In the early days of Clarisights(mid-2018), we had this problem where our Sidekiq VM used to restart on some weekends
We used to use Sidekiq to process and ingest user-uploaded CSV files into our data warehouse.
User flow goes like this
- Users will upload big CSV files or we pull these daily from their servers(metabase)
- We start a Sidekiq job to process to these in background
- Sidekiq was configured to retry in case we had transient failures
It looks simple, right?
On one fine Monday, we got the issue from a customer that their data for Sunday was not processed. After some digging, we found that our Sidekiq VM restarted on Sunday, and it came back online automatically
We saw it restarted because it was out of memory, we attributed it to a bunch of retries(due to some bad CSVs) we saw around the same time and moved on
Next weekend it was fine, and then after a few more weeks, it happened again. we tried debugging but no luck, we added more instrumentation and moved on.

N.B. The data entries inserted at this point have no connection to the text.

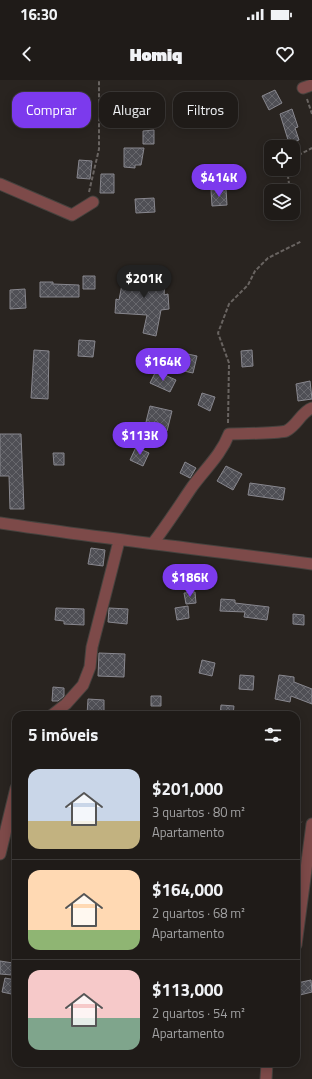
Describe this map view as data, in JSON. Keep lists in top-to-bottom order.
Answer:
{
  "page": {
    "status": "16:30",
    "header": "Homiq",
    "chip": ["Comprar", "Alugar", "Filtros"],
    "price": [
      "$414K",
      "$201K",
      "$164K",
      "$113K",
      "$186K"
    ],
    "heading": "5 imóveis",
    "list": [
      {
        "name": "$201,000",
        "note": "3 quartos · 80 m² · Apartamento"
      },
      {
        "name": "$164,000",
        "note": "2 quartos · 68 m² · Apartamento"
      },
      {
        "name": "$113,000",
        "note": "2 quartos · 54 m² · Apartamento"
      }
    ]
  }
}
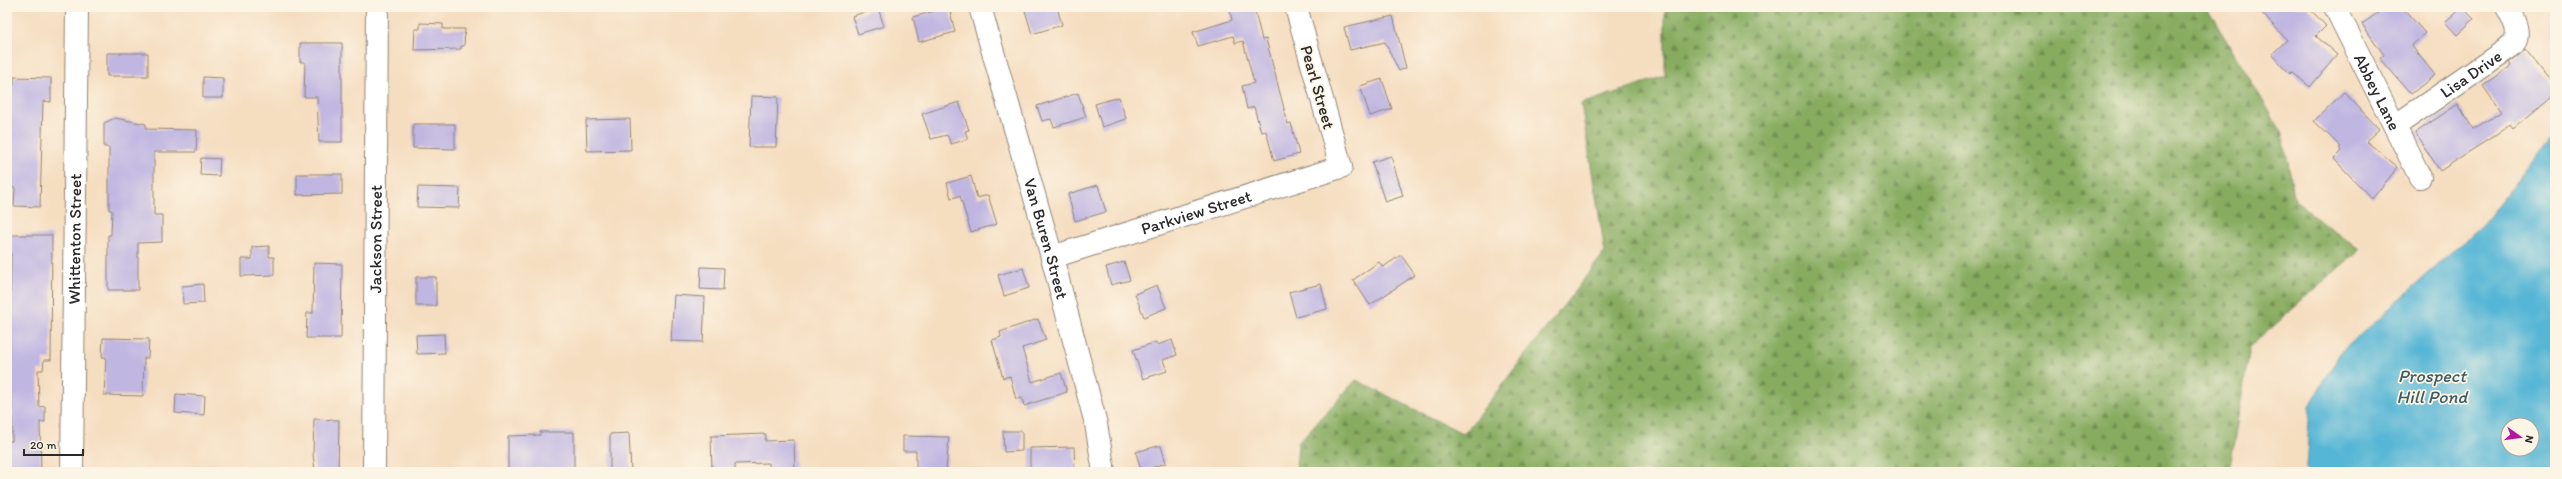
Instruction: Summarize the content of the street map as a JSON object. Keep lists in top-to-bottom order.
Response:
{
  "streets": {
    "street": [
      "Lisa Drive",
      "Pearl Street",
      "Abbey Lane",
      "Parkview Street",
      "Whittenton Street",
      "Van Buren Street",
      "Jackson Street"
    ]
  },
  "crossings": [
    ["Lisa Drive", "Abbey Lane"],
    ["Pearl Street", "Parkview Street"],
    ["Parkview Street", "Van Buren Street"]
  ],
  "water": ["Prospect Hill Pond"],
  "scale_bar": "20 m",
  "north": "right"
}
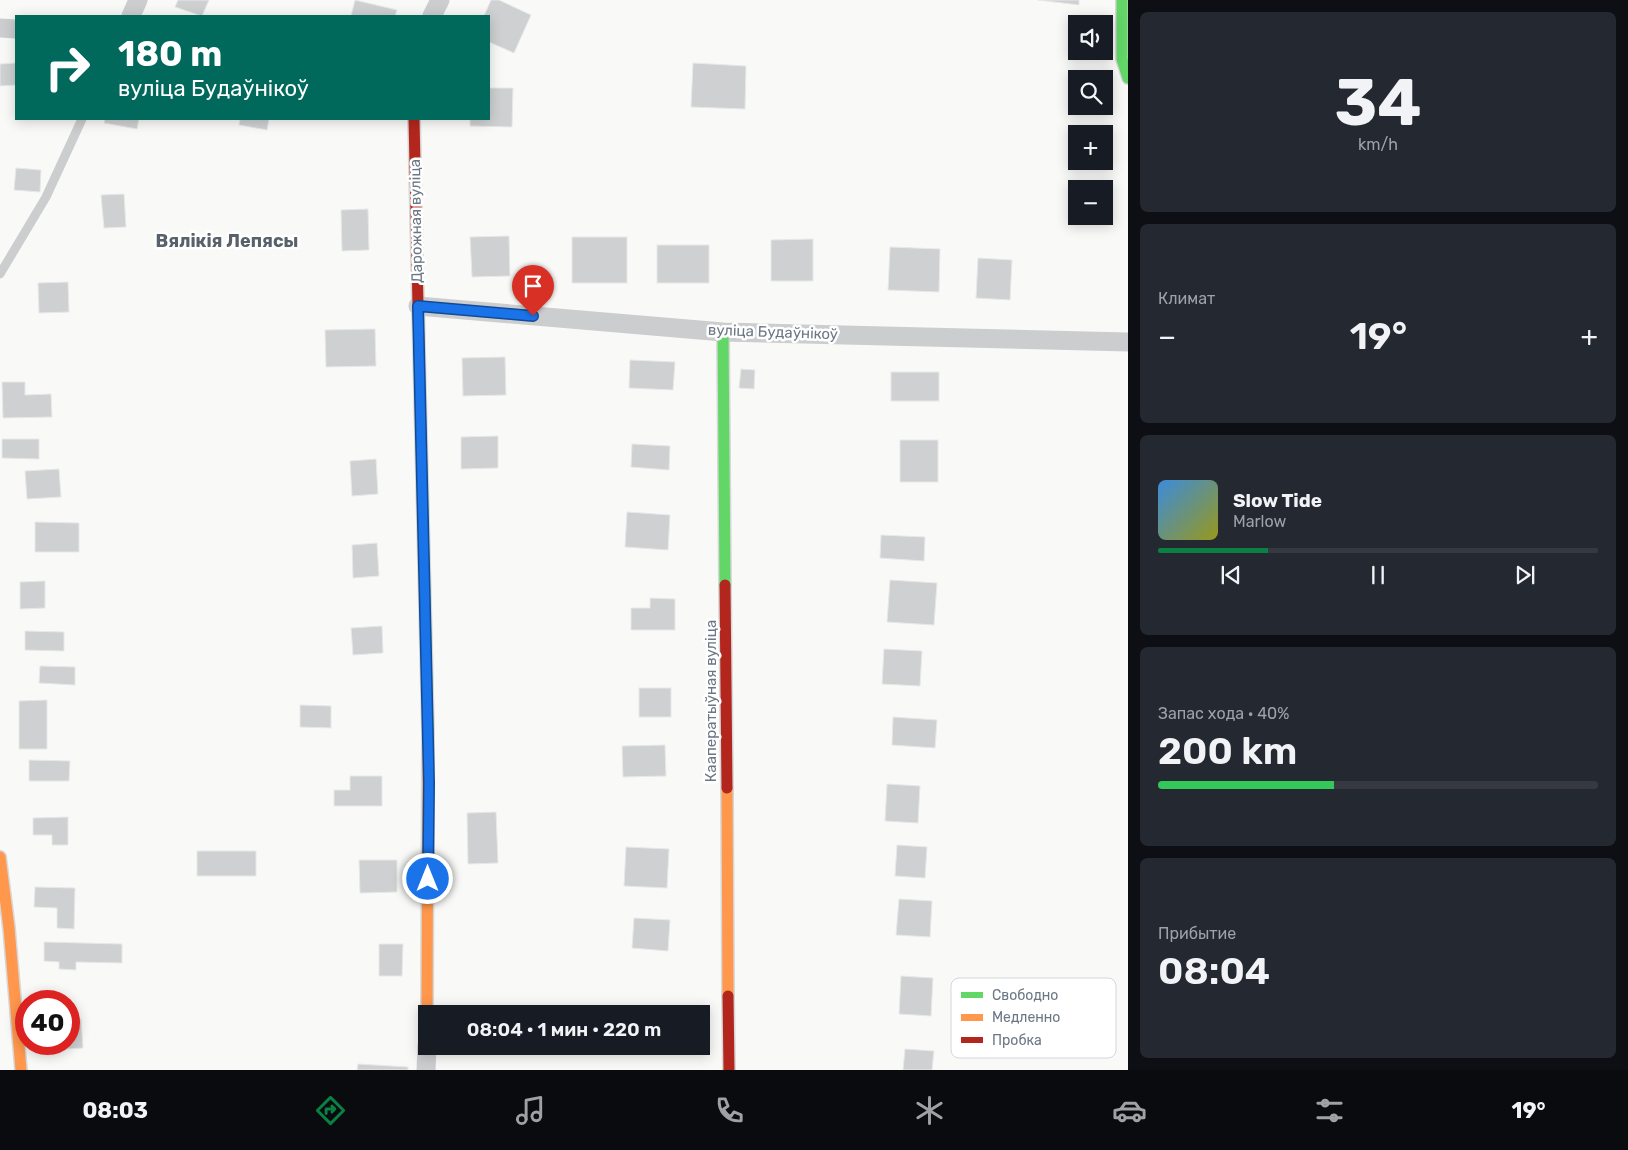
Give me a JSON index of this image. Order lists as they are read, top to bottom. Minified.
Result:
{"streets":{"street":["Дарожная вуліца","вуліца Будаўнікоў","Кааператыўная вуліца"]},"crossings":[["Дарожная вуліца","вуліца Будаўнікоў"],["вуліца Будаўнікоў","Кааператыўная вуліца"]],"districts":["Вялікія Лепясы"],"legend":["Свободно","Медленно","Пробка"],"page":{"tile":[["34","km/h"],"Климат",["Запас хода · 40%","200 km"],["Прибытие","08:04"]],"map_buttons":["+","−"],"turn":["180 m","вуліца Будаўнікоў"],"heat":["−","19°","+"],"song":["Slow Tide","Marlow"],"limit":"40","trip":"08:04 · 1 мин · 220 m","tabs":["08:03","19°"]}}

Fast forward to next week, while I was optimizing CSV processing code, I found a memory leak. CSV processing code used to leak memory, but it was a slow leak. Now all of sudden it all adds up on why it only happened one some weekends.
We used to deploy multiple times in a day, and during deploy, we restart Sidekiq to load new code.
Because of these multiple deploys, the leak was hidden and never showed up in monitoring. It was clear when we looked at restarts, memory growth, and deploys. , these restarts happened on weekends with zero deploys.
We ran an isolated test to verify it, and sure enough, it was the reason. So, that was my mysterious weekend restarts story, a slow memory leak, hiding behind deploys 🙂
For me, this was a perfect reminder of correlation can lead to causation but, correlation is not causation
That’s all folks, Stay In, Stay Safe 👋